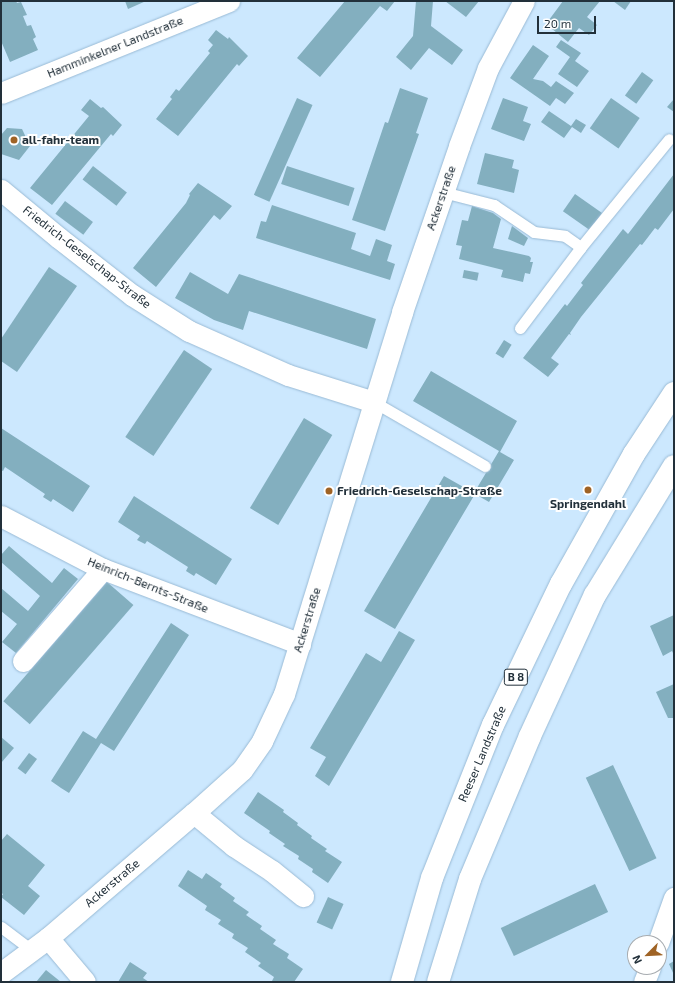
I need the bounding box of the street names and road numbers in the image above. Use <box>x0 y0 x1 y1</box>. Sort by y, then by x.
street label: Hamminkelner Landstraße <box>45 13 185 81</box>
street label: Ackerstraße <box>423 164 459 232</box>
street label: Friedrich-Geselschap-Straße <box>20 203 154 311</box>
street label: Heinrich-Bernts-Straße <box>85 554 211 616</box>
street label: Ackerstraße <box>290 586 324 654</box>
road number: B 8 <box>503 668 529 686</box>
street label: Reeser Landstraße <box>455 704 509 804</box>
street label: Ackerstraße <box>82 856 142 910</box>

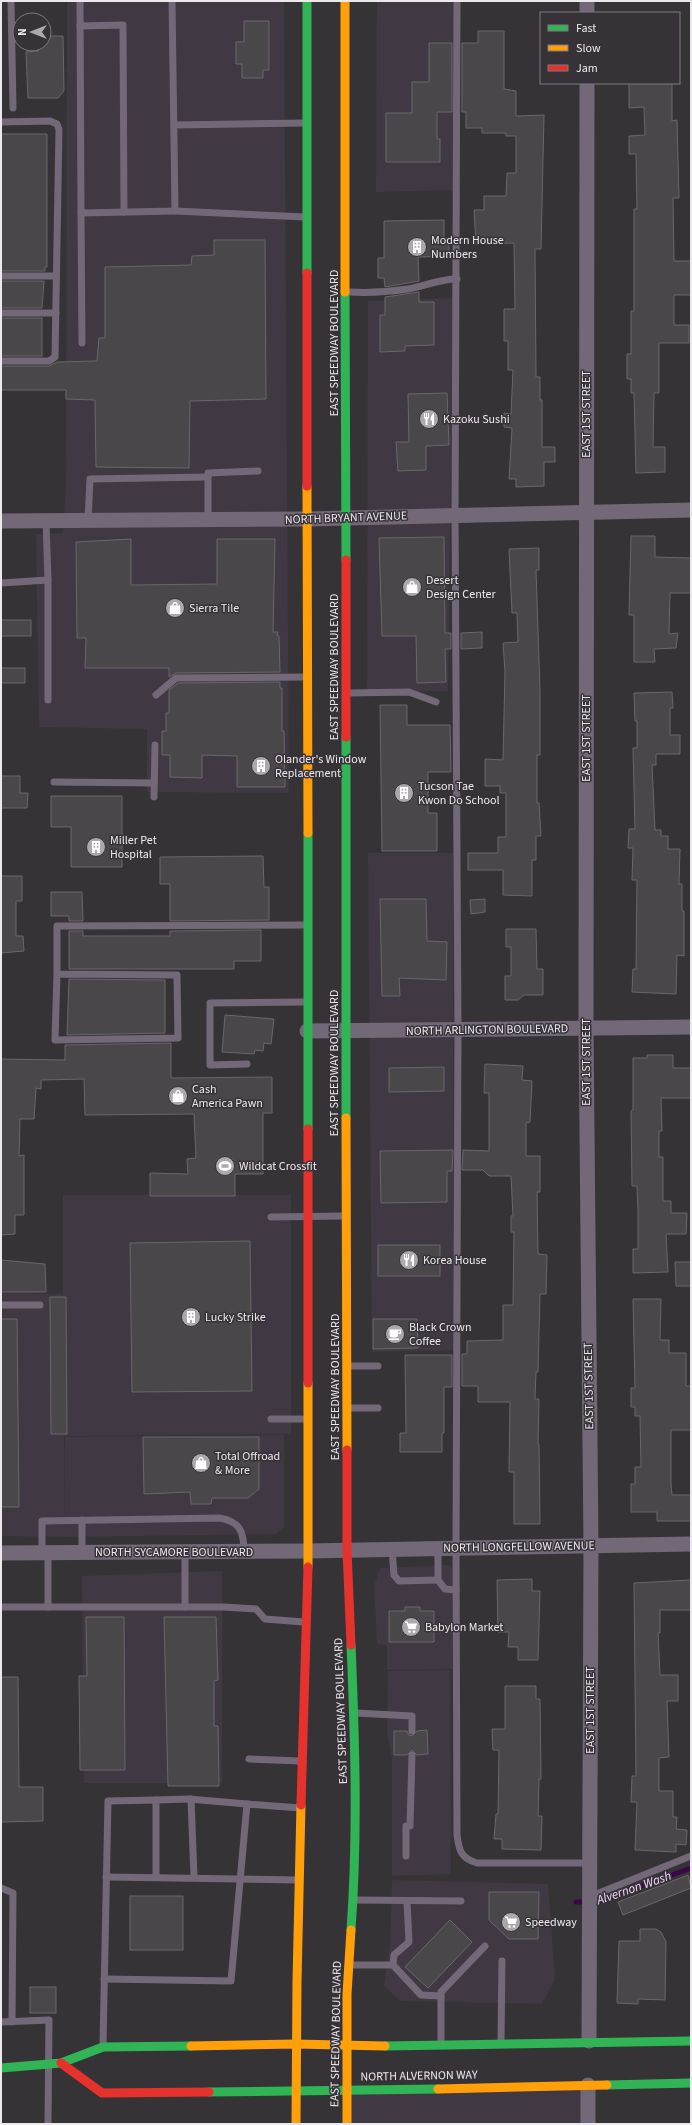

Problem: The task calls for all records to be set down precisely, excluding any images.

Task result:
I need the bounding box of the street names and road numbers in the image above. Use <box>x0 y0 x1 y1</box>. Sort by y, then by x.
street label: Hamminkelner Landstraße <box>45 13 185 81</box>
street label: Ackerstraße <box>423 164 459 232</box>
street label: Friedrich-Geselschap-Straße <box>20 203 154 311</box>
street label: Heinrich-Bernts-Straße <box>85 554 211 616</box>
street label: Ackerstraße <box>290 586 324 654</box>
road number: B 8 <box>503 668 529 686</box>
street label: Reeser Landstraße <box>455 704 509 804</box>
street label: Ackerstraße <box>82 856 142 910</box>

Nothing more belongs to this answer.